Now a new software program can look beyond clothing and help detect gender, height and weight, as well as chest and waist size. More than 2,000 detailed laser range scans of men and women of all different shapes and sizes make up a database. The software then uses those cumulative statistics to create a 3-D image of the person caught on tape.

"What we do is we actually use the person's movement, so as I move my clothing, different parts of it become loose and tight in different parts of my body," Michael Black, a computer scientist at Brown University in Providence, R.I., told Ivanhoe.

By analyzing the body in different positions, the computer can determine a person's true shape. Despite the man's baggy clothing, many different poses are combined to create a 3-D model from which height is computed.

"We get it very accurate, to within a millimeter or two millimeters," Black said.
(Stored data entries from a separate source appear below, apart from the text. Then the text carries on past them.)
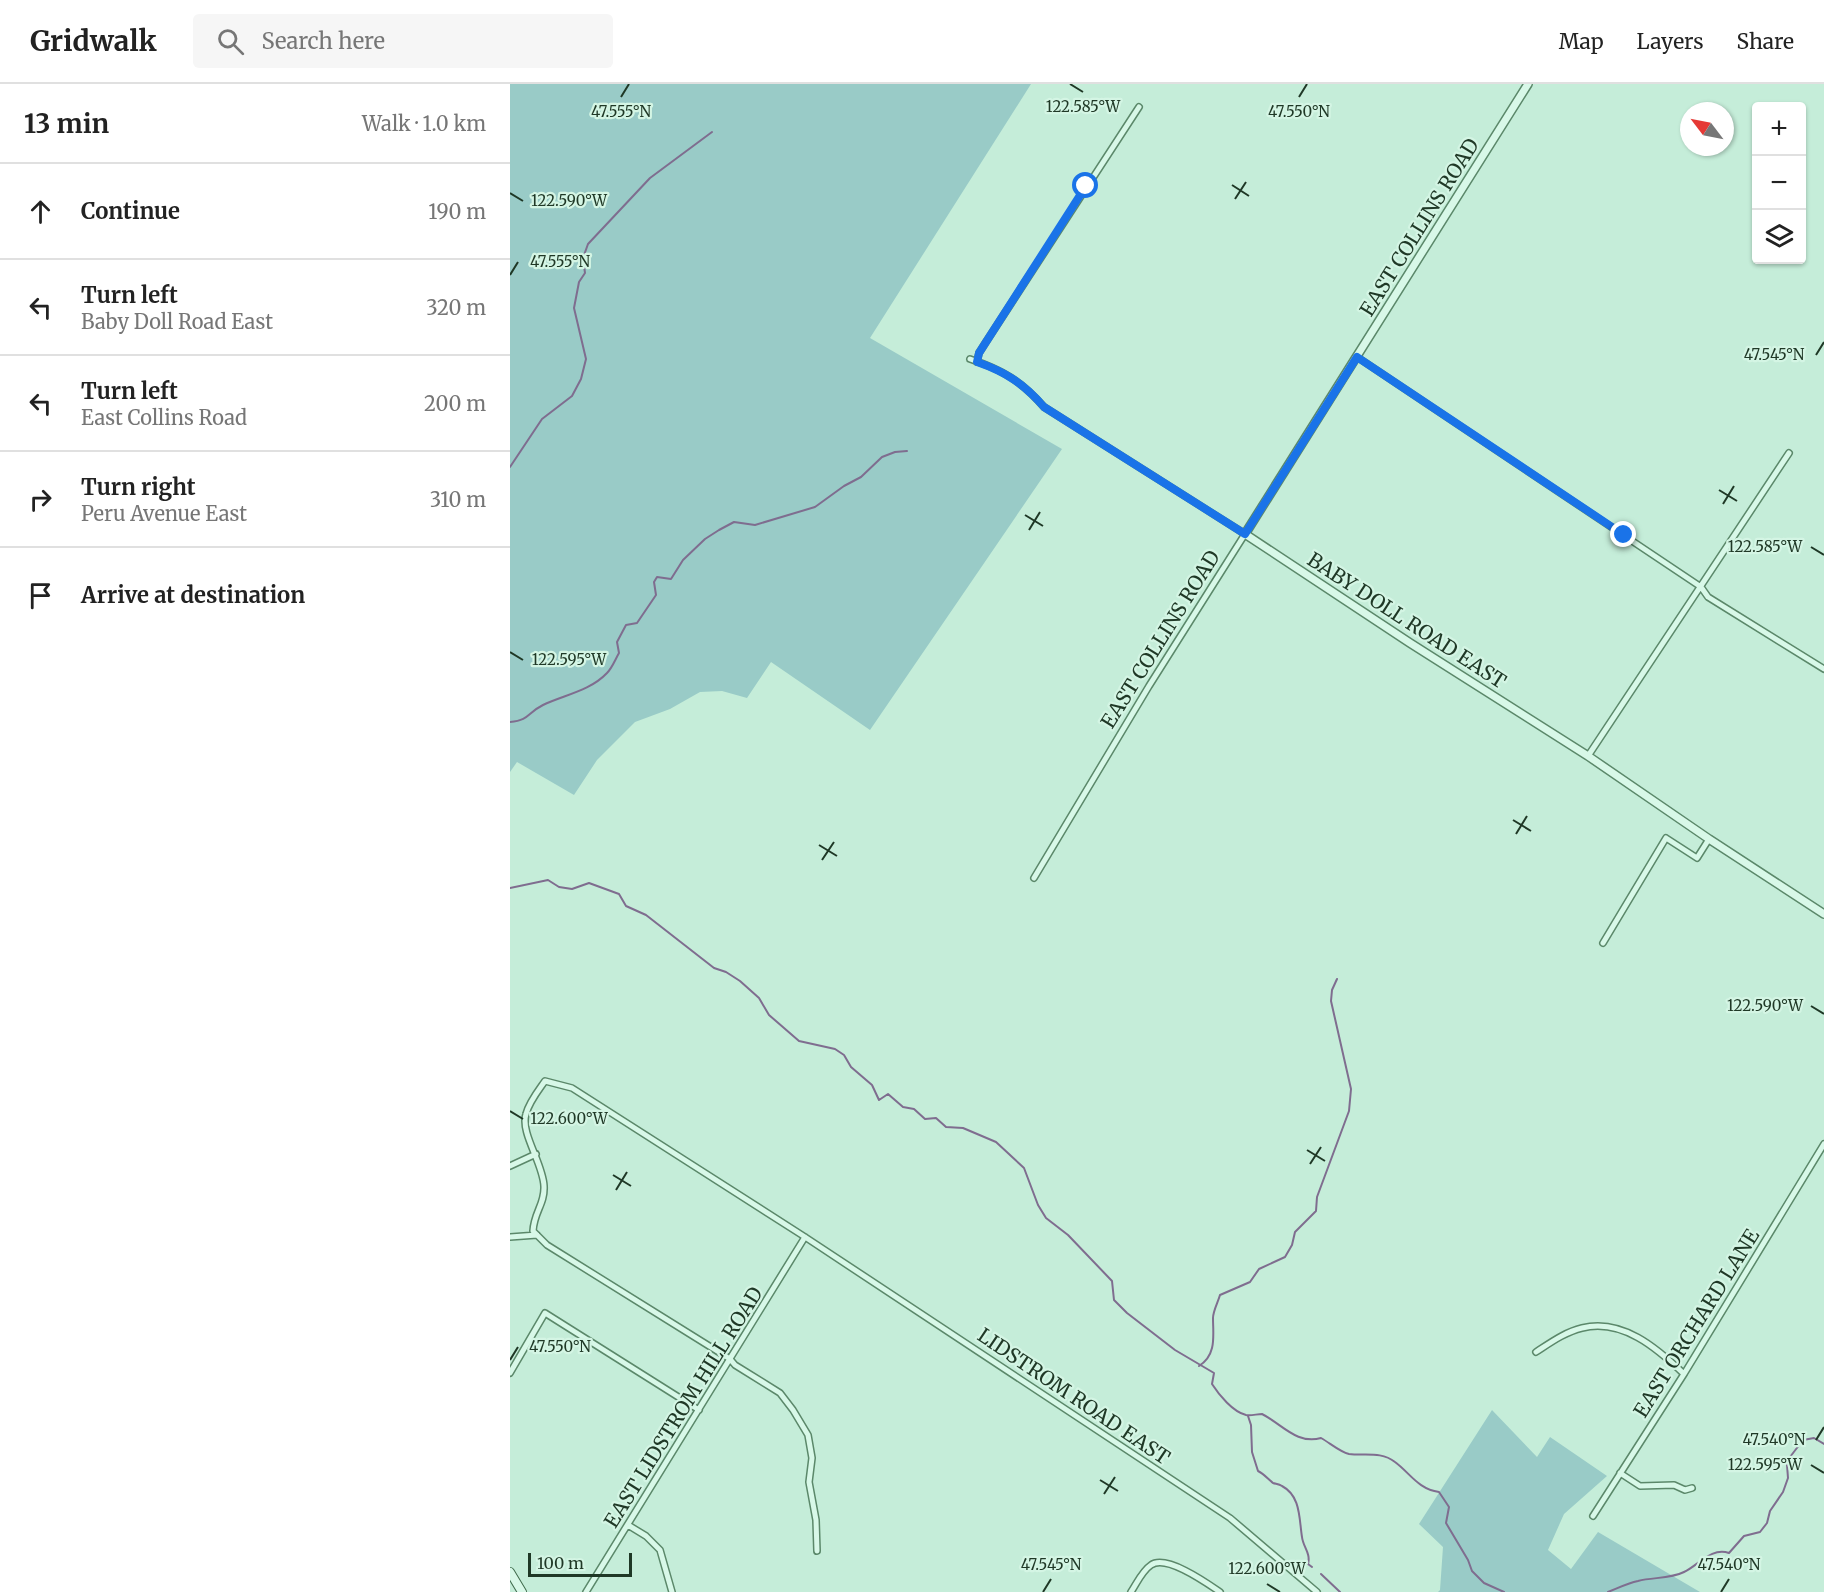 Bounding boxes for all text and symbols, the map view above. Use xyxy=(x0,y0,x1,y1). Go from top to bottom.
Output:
search box xyxy=(193,14,613,68)
text: Gridwalk xyxy=(30,23,157,59)
icon: search xyxy=(214,25,247,58)
text: Search here xyxy=(262,27,385,55)
text: Map xyxy=(1559,28,1604,55)
text: Layers xyxy=(1637,28,1704,55)
text: Share xyxy=(1737,28,1794,55)
text: 122.585°W xyxy=(1046,97,1121,116)
text: 47.555°N xyxy=(591,102,651,121)
text: 47.550°N xyxy=(1268,102,1330,121)
north arrow xyxy=(1680,102,1734,156)
map controls xyxy=(1752,102,1806,264)
button: + xyxy=(1752,102,1806,156)
text: 13 min xyxy=(24,107,109,140)
text: Walk · 1.0 km xyxy=(362,111,486,136)
street label: EAST COLLINS ROAD xyxy=(1354,133,1484,321)
button: − xyxy=(1752,156,1806,210)
route start xyxy=(1072,172,1098,198)
text: 122.590°W xyxy=(531,191,608,210)
icon: ahead xyxy=(24,195,57,228)
text: Continue xyxy=(81,197,180,225)
text: 190 m xyxy=(428,199,486,224)
button: layers xyxy=(1752,210,1806,264)
text: 47.555°N xyxy=(530,252,590,271)
text: Turn left xyxy=(81,281,178,309)
icon: left xyxy=(24,291,57,324)
text: 320 m xyxy=(426,295,486,320)
text: Baby Doll Road East xyxy=(81,309,273,334)
text: 47.545°N xyxy=(1744,345,1805,364)
text: Turn left xyxy=(81,377,178,405)
icon: left xyxy=(24,387,57,420)
text: 200 m xyxy=(424,391,486,416)
text: East Collins Road xyxy=(81,405,247,430)
text: Turn right xyxy=(81,473,195,501)
icon: right xyxy=(24,483,57,516)
text: 310 m xyxy=(430,487,486,512)
text: Peru Avenue East xyxy=(81,501,247,526)
route end xyxy=(1610,521,1636,547)
text: 122.585°W xyxy=(1728,537,1803,556)
street label: EAST COLLINS ROAD xyxy=(1095,545,1225,733)
street label: BABY DOLL ROAD EAST xyxy=(1303,546,1511,694)
icon: arrive xyxy=(24,579,57,612)
text: Arrive at destination xyxy=(81,581,305,609)
text: 122.595°W xyxy=(532,650,607,669)
text: 122.590°W xyxy=(1727,996,1804,1015)
text: 122.600°W xyxy=(530,1109,609,1128)
street label: EAST ORCHARD LANE xyxy=(1628,1224,1764,1422)
street label: EAST LIDSTROM HILL ROAD xyxy=(598,1282,768,1532)
street label: LIDSTROM ROAD EAST xyxy=(973,1322,1175,1470)
text: 47.550°N xyxy=(529,1337,591,1356)
text: 47.540°N xyxy=(1743,1430,1806,1449)
text: 122.595°W xyxy=(1728,1455,1803,1474)
scale bar xyxy=(528,1550,632,1578)
text: 100 m xyxy=(537,1553,584,1573)
text: 47.545°N xyxy=(1021,1555,1082,1574)
text: 47.540°N xyxy=(1698,1555,1761,1574)
text: 122.600°W xyxy=(1228,1559,1307,1578)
The program determined that the man's height was 5 feet 11 inches. For police, the information could be a break in their case.

"It helps in the initial phases," Lt. Dennis Princine, of Rhode Island State Police in Scituate, R.I., told Ivanhoe. "It gives us some initial information, and it will also help on the prosecution of these cases."

The software could eventually be used in the fashion industry. Customers could try clothing on online before they make a purchase.

Two provisional patents are pending on the software, and the computer scientists hope it will go commercial in the next two years.

The Human Factors and Ergonomics Society and the Institute of Electrical and Electronics Engineers, Inc.-USA contributed to the information contained in the TV portion of this report.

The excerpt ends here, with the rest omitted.